Apparently the sage in me will have to wait.  One thing I have learned is that when you are on your sick bed the LAST thing you will want is my enlightened view of life.  You will probably want me to drop soup on your door, leave before I see your greasy hair, and then text you, "I hope you feel better soon! I am so sorry you are so so sick.  I will be by to pick up your laundry later... will bring it back folded."

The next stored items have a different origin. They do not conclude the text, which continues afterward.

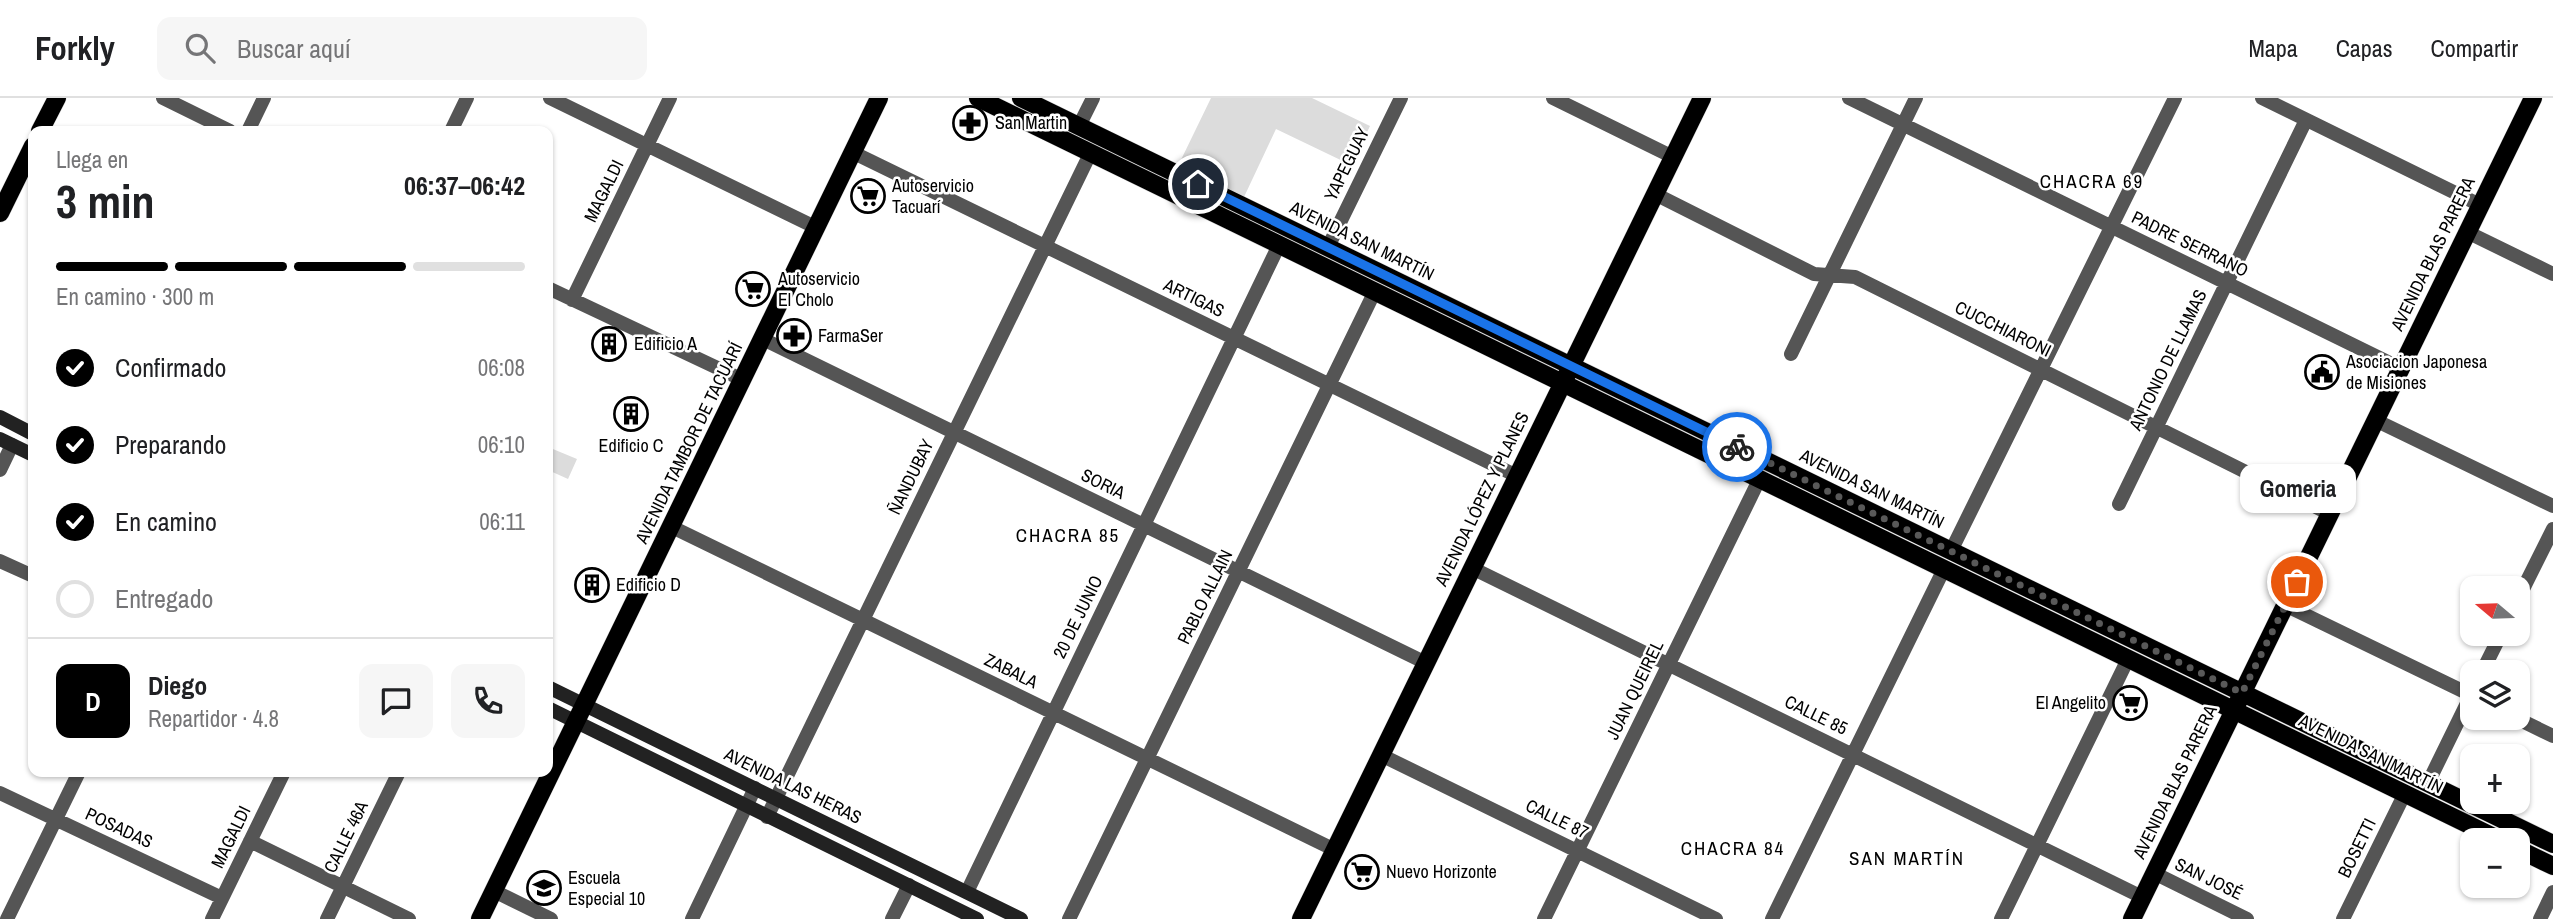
<!DOCTYPE html>
<html lang="es">
<meta charset="utf-8">
<style>
:root{--surface:#fff;--page:#f6f6f6;--text:#202124;--muted:#757577;--line:#e0e0e0;--accent:#000}
body{margin:0;font-family:"Archivo Narrow",sans-serif;background:var(--page);color:var(--text);height:100vh;display:flex;flex-direction:column;font-size:26px;white-space:nowrap}
*{box-sizing:border-box;margin:0}
p{font-size:23px;color:var(--muted)}
.icon{flex:none;width:38px;height:38px;fill:none;stroke:currentColor;stroke-width:2;stroke-linecap:round;stroke-linejoin:round}
.map{position:relative;flex:1;overflow:hidden}
.panel{position:absolute;left:28px;top:28px;width:525px;height:651px;display:flex;flex-direction:column;background:var(--surface);border-radius:14px;box-shadow:0 2px 5px #0004}
.panel>*{flex:none}
.needle{width:46px;rotate:289deg}
.controls{position:absolute;left:2460px;top:478px;display:grid;gap:14px}
.controls a{display:grid;place-items:center;width:70px;height:70px;border-radius:14px;background:var(--surface);box-shadow:0 2px 5px #0004;font-size:35px}
.pin{position:absolute;display:grid;place-items:center;width:60px;height:60px;color:#fff;margin:-30px;border:4px solid #fff;border-radius:50%;box-shadow:0 2px 7px #0007}
.courier{position:absolute;display:grid;place-items:center;width:70px;height:70px;margin:-35px;border:5px solid #1a73e8;border-radius:50%;background:#fff;color:#222;box-shadow:0 2px 9px #0007}
.bubble{position:absolute;height:49px;border-radius:14px;background:var(--surface);box-shadow:0 2px 5px #0004;font-size:23px;font-weight:800;line-height:49px;text-align:center}
.summary em{font-style:normal;font-weight:800}
.summary div{display:flex;flex-direction:column-reverse}
.summary{display:flex;align-items:center;justify-content:space-between;height:119px;padding:0 28px}
h1{font-size:46px;font-weight:800;line-height:52px}
.bar{display:grid;grid-template-columns:repeat(4,1fr);gap:10px 7px;align-content:center;height:84px;padding:0 28px}
.bar i{height:9px;border-radius:5px;background:var(--line)}
.bar .current{background:var(--accent)}
.bar p{grid-column:span 4}
.line{display:flex;align-items:center;gap:18px;padding:0 28px;border-top:2px solid var(--line)}
.line div{flex:1}
.round{display:grid;place-items:center;flex:none;width:74px;height:74px;border-radius:14px;background:var(--page)}
ol{padding:0 28px;list-style:none}
li{display:flex;align-items:center;gap:21px;height:77px}
li p{margin-inline-start:auto}
li .icon{padding:7px;border-radius:50%;background:var(--accent);color:#fff;stroke-width:4}
li:last-child{color:var(--muted)}
li i{width:38px;height:38px;border:4px solid var(--line);border-radius:50%}
header{display:flex;align-items:center;gap:42px;box-sizing:border-box;height:98px;padding:0 35px;background:var(--surface);border-bottom:2px solid var(--line)}
header strong{font-size:33px}
nav{display:flex;gap:38px;margin-inline-start:auto;font-size:24px}
.search{width:490px;height:63px;background:var(--page);display:flex;align-items:center;gap:18px;box-sizing:border-box;padding:0 24px;border-radius:14px;color:var(--muted);font-size:26px}
.map>svg:first-child{display:block}
.green{fill:#dcdcdc}
.lines{fill:none;stroke-linecap:round;stroke-linejoin:round}
.primary-casing{stroke:#dbdbdb;stroke-width:19}
.minor{stroke:#555;stroke-width:14}
.secondary{stroke:#222;stroke-width:14}
.primary{stroke:#000;stroke-width:18}
.done{stroke:#595959;stroke-width:7;stroke-dasharray:0 12.6}
.route{stroke:#1a73e8;stroke-width:9}
.labels{text-anchor:middle;stroke-width:5;stroke-linejoin:round;paint-order:stroke}
.poi-label{font-size:18px;fill:#000;stroke:#fff;text-anchor:start}
.street-label{font-size:18px;fill:#000;stroke:#fff}
.neighbourhood-label{font-size:19px;letter-spacing:2px;fill:#000;stroke:#fff}
</style>
<header>
<strong>Forkly</strong>
<div class="search"><svg class="icon" aria-label="search" viewBox="0 0 24 24"><circle cx="10" cy="10" r="6"/><path d="M15 15l6 6"/></svg>Buscar aquí</div>
<nav><a>Mapa</a><a>Capas</a><a>Compartir</a></nav>
</header>
<div class="map">
<svg width="2553" height="821" viewBox="0 0 2553 821">
<rect width="100%" height="100%" fill="#fff"/>
<!-- green -->
<path class="green" d="M 1211,0 L 1312,0 L 1370,28 L 1351,67 L 1276,31 L 1244,99 L 1178,68 Z
M 548,349 L 577,361 L 568,381 L 548,372 Z"/>
<g class="lines">
<!-- primary casing -->
<g class="primary-casing">
<path id="primary" d="M 978,0 L 2500,742
M 1021,0 L 2553,746
M 40,33 L 57,0
M 0,115 L 33,48
M 2518,751 L 2553,768
M 480,821 L 879,0
M 1301,821 L 1702,0
M 2132,821 L 2533,0"/>
</g>
<!-- minor -->
<path class="minor" d="M 163,0 L 230,33
M 550,0 L 817,130
M 1553,0 L 1673,59
M 1849,0 L 2400,270
M 2262,0 L 2480,107
M 1079,28 L 1093,0
M 248,33 L 264,0
M 451,33 L 467,0
M 854,55 L 1517,378
M 1655,96 L 1814,176 L 1855,179 L 2330,416
M 2467,134 L 2553,176
M 1328,149 L 1401,0
M 548,190 L 743,282
M 572,202 L 670,0
M 763,241 L 1426,565
M 1791,256 L 1916,0
M 2375,322 L 2553,408
M 0,372 L 12,347
M 2119,406 L 2306,22
M 672,429 L 1335,752
M 1951,453 L 2175,0
M 0,463 L 33,478
M 1472,470 L 2142,799
M 2518,501 L 2553,431
M 2285,507 L 2473,598
M 2482,574 L 2501,536
M 2516,620 L 2553,638
M 1381,657 L 1716,821
M 2428,685 L 2473,593
M 0,695 L 222,800
M 767,719 L 1090,56
M 250,743 L 409,821
M 2154,775 L 2247,821
M 494,793 L 551,821
M 967,794 L 1279,147
M 7,821 L 79,674
M 212,821 L 284,674
M 327,821 L 399,674
M 692,821 L 755,690
M 892,821 L 909,787
M 1069,821 L 1375,193
M 1544,821 L 1760,380
M 1772,821 L 1944,471
M 2001,821 L 2128,561
M 2343,821 L 2405,695
M 2540,821 L 2553,794"/>
<!-- secondary -->
<path class="secondary" d="M 0,319 L 33,336
M 0,341 L 33,357
M 548,589 L 1021,821
M 548,610 L 977,821"/>
<!-- primary -->
<use href="#primary" class="primary"/>
</g>
<g class="lines">
<!-- done -->
<path class="done" d="M 1737,349 L 2242,595 L 2297,484"/>
<!-- route -->
<path class="route" d="M 1198,86 L 1737,349"/>
</g>
<!-- icons -->
<defs>
<g id="pharmacy-ring" transform="scale(1.75)"><circle r="9.5" fill="#fff" stroke="#000" stroke-width="1.5"/><path d="M-2-6h4v4h4v4h-4v4h-4v-4h-4v-4h4Z" fill="#000"/></g>
<g id="supermarket-ring" transform="scale(1.75)"><circle r="9.5" fill="#fff" stroke="#000" stroke-width="1.5"/><path d="M-6-5.5h2.5l.6 2H6L4.5 2H-2.5L-4.4-4H-6ZM-1.5 3.2a1.3 1.3 0 1 0 .1 0ZM3 3.2a1.3 1.3 0 1 0 .1 0Z" fill="#000"/></g>
<g id="building-ring" transform="scale(1.75)"><circle r="9.5" fill="#fff" stroke="#000" stroke-width="1.5"/><path d="M-4-6H4V6H1V3H-1V6H-4ZM-2.5-4.3h1.7v1.8h-1.7ZM.8-4.3h1.7v1.8H.8ZM-2.5-1h1.7V.8h-1.7ZM.8-1h1.7V.8H.8Z" fill="#000"/></g>
<g id="civic-ring" transform="scale(1.75)"><circle r="9.5" fill="#fff" stroke="#000" stroke-width="1.5"/><path d="M-.6-6.5H3V-4.5H.6V-3L4-1V1h2V6H-6V1h2V-1L-.6-3ZM-1.2 2.5V6h2.4V2.5Z" fill="#000"/></g>
<g id="school-ring" transform="scale(1.75)"><circle r="9.5" fill="#fff" stroke="#000" stroke-width="1.5"/><path d="M0-5L7-2L0 1L-7-2ZM-4 1L0 2.5L4 1V4Q0 6-4 4Z" fill="#000"/></g>
</defs>
<g fill-rule="evenodd">
<use href="#pharmacy-ring" x="970" y="25"/>
<use href="#supermarket-ring" x="868" y="98"/>
<use href="#supermarket-ring" x="753" y="191"/>
<use href="#pharmacy-ring" x="794" y="238"/>
<use href="#building-ring" x="609" y="246"/>
<use href="#civic-ring" x="2322" y="274"/>
<use href="#building-ring" x="631" y="316"/>
<use href="#building-ring" x="592" y="487"/>
<use href="#supermarket-ring" x="2130" y="605"/>
<use href="#supermarket-ring" x="1362" y="774"/>
<use href="#school-ring" x="544" y="790"/>
</g>
<g class="labels">
<!-- poi labels -->
<g class="poi-label">
<text x="995" y="31">San Martin</text>
<text x="892" y="94">Autoservicio<tspan x="892" dy="21">Tacuarí</tspan></text>
<text x="778" y="187">Autoservicio<tspan x="778" dy="21">El Cholo</tspan></text>
<text x="818" y="244">FarmaSer</text>
<text x="634" y="252">Edificio A</text>
<text x="2346" y="270">Asociacion Japonesa<tspan x="2346" dy="21">de Misiones</tspan></text>
<text x="631" y="354" text-anchor="middle">Edificio C</text>
<text x="616" y="493">Edificio D</text>
<text x="2106" y="611" text-anchor="end">El Angelito</text>
<text x="1386" y="780">Nuevo Horizonte</text>
<text x="568" y="786">Escuela<tspan x="568" dy="21">Especial 10</tspan></text>
</g>
<!-- street labels -->
<g class="street-label">
<text transform="translate(1347 66) rotate(-64)" y="6">YAPEGUAY</text>
<text transform="translate(604 93) rotate(-64)" y="6">MAGALDI</text>
<text transform="translate(1362 143) rotate(26)" y="6">AVENIDA SAN MARTÍN</text>
<text transform="translate(2190 146) rotate(26)" y="6">PADRE SERRANO</text>
<text transform="translate(2433 156) rotate(-64)" y="6">AVENIDA BLAS PARERA</text>
<text transform="translate(1194 200) rotate(26)" y="6">ARTIGAS</text>
<text transform="translate(2003 231) rotate(26)" y="6">CUCCHIARONI</text>
<text transform="translate(2168 262) rotate(-64)" y="6">ANTONIO DE LLAMAS</text>
<text transform="translate(689 345) rotate(-64)" y="6">AVENIDA TAMBOR DE TACUARÍ</text>
<text transform="translate(911 379) rotate(-64)" y="6">ÑANDUBAY</text>
<text transform="translate(1103 386) rotate(26)" y="6">SORIA</text>
<text transform="translate(1872 391) rotate(26)" y="6">AVENIDA SAN MARTÍN</text>
<text transform="translate(1482 401) rotate(-64)" y="6">AVENIDA LÓPEZ Y PLANES</text>
<text transform="translate(1205 499) rotate(-64)" y="6">PABLO ALLAIN</text>
<text transform="translate(1078 519) rotate(-64)" y="6">20 DE JUNIO</text>
<text transform="translate(1011 573) rotate(26)" y="6">ZABALA</text>
<text transform="translate(1635 592) rotate(-64)" y="6">JUAN QUEIREL</text>
<text transform="translate(1816 617) rotate(26)" y="6">CALLE 85</text>
<text transform="translate(2371 656) rotate(26)" y="6">AVENIDA SAN MARTÍN</text>
<text transform="translate(2175 684) rotate(-64)" y="6">AVENIDA BLAS PARERA</text>
<text transform="translate(793 688) rotate(26)" y="6">AVENIDA LAS HERAS</text>
<text transform="translate(1557 721) rotate(26)" y="6">CALLE 87</text>
<text transform="translate(119 730) rotate(25)" y="6">POSADAS</text>
<text transform="translate(231 739) rotate(-64)" y="6">MAGALDI</text>
<text transform="translate(346 739) rotate(-64)" y="6">CALLE 46A</text>
<text transform="translate(2357 750) rotate(-64)" y="6">BOSETTI</text>
<text transform="translate(2209 781) rotate(26)" y="6">SAN JOSÉ</text>
</g>
<!-- neighbourhood labels -->
<g class="neighbourhood-label">
<text x="2092" y="90">CHACRA 69</text>
<text x="1068" y="444">CHACRA 85</text>
<text x="1733" y="757">CHACRA 84</text>
<text x="1907" y="767">SAN MARTÍN</text>
</g>
</g>
</svg>
<div class="controls">
<a><svg class="needle" viewBox="-14 -14 28 28"><path d="M0-13l5 13h-10z" fill="#e53935"/><path d="M0 13l5-13h-10z" fill="#757577"/></svg></a>
<a><svg class="icon" aria-label="layers" viewBox="0 0 24 24"><path d="M12 4l9 5-9 5-9-5zM3 14l9 5 9-5"/></svg></a>
<a>+</a>
<a>−</a>
</div>
<div class="pin" style="left:2297px;top:484px;background:#ea580c"><svg class="icon" aria-label="bag" viewBox="0 0 24 24"><path d="M5 8h14l-1 12H6zM9 8a3 3 0 0 1 6 0"/></svg></div>
<div class="pin" style="left:1198px;top:86px;background:#1f2937"><svg class="icon" aria-label="home" viewBox="0 0 24 24"><path d="M3 11l9-7 9 7M6 9v11h12V9"/></svg></div>
<div class="courier" style="left:1737px;top:349px"><svg class="icon" aria-label="bike" viewBox="0 0 24 24"><circle cx="6" cy="16" r="4"/><circle cx="18" cy="16" r="4"/><path d="M6 16l4-8h5l3 8M10 8l3 8H6M13 5h3"/></svg></div>
<div class="bubble" style="left:2240px;top:366px;width:116px">Gomeria</div>
<section class="panel">
<div class="summary"><div><h1>3 min</h1><p>Llega en</p></div><em>06:37–06:42</em></div>
<div class="bar"><i class="current"></i><i class="current"></i><i class="current"></i><i></i><p>En camino · 300 m</p></div>
<ol>
<li><svg class="icon" aria-label="check" viewBox="0 0 24 24"><path d="M5 12l5 5 9-10"/></svg>Confirmado<p>06:08</p></li>
<li><svg class="icon" aria-label="check" viewBox="0 0 24 24"><path d="M5 12l5 5 9-10"/></svg>Preparando<p>06:10</p></li>
<li><svg class="icon" aria-label="check" viewBox="0 0 24 24"><path d="M5 12l5 5 9-10"/></svg>En camino<p>06:11</p></li>
<li><i></i>Entregado</li>
</ol>
<div class="line" style="height:126px"><b class="round" style="background:var(--accent);color:#fff">D</b><div><b>Diego</b><p>Repartidor · 4.8</p></div><a class="round"><svg class="icon" aria-label="chat" viewBox="0 0 24 24"><path d="M4 5h16v11H9l-5 4z"/></svg></a><a class="round"><svg class="icon" aria-label="phone" viewBox="0 0 24 24"><path d="M5 4h4l2 5-3 2q2 4 5 5l2-3 5 2v4C11 20 4 13 5 4z"/></svg></a></div>
</section>
</div>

What illness and lying around has afforded me is that I have noticed that things are funny.  No, seriously, I was living life at such a fast clean-bathe-feed-eat-drive-discipline-play-clean-bathe-feed-drive-ohforgottoeatisthereajellybeaninthiscartosatisfymyhunger????-discipline-play, etc., etc., etc, -that I missed the funny stuff.  For example, I had to call poison control TWICE in the last two weeks because William can reach anything he wants in the whole house.  First it was stool softeners (sorry, TMI again) and then it was Zicam (a cold remedy).  The lady at poison control laughed at me the second time.  She actually giggled.  Luckily I was too sick and tired to care, so I just kind of laughed too.  She said he could have eaten the whole bottle, it was fine, and no I am not in trouble with child services.  Well, she didn't actually voice that last but I did not get a follow up call or police visit so I am resting easy now.  Apparently it is NORMAL for two-ish-year-olds to pull these stunts.  My astonishment/horror fades into mirth at this news, because after all, we have a whole year of age two ahead of us (and one on the way) so I might as well sit back, eat some more Pirate's Booty*, and enjoy the show.


*Aside note for those of you in or soon to be in the state of pregnancy wherein you must eat at all times to avoid nausea: Pirate's Booty.  It's like flavored air.  I take it to bed with me and have a baggy in my purse for long rides in the car, aka anything exceeding 2 minutes.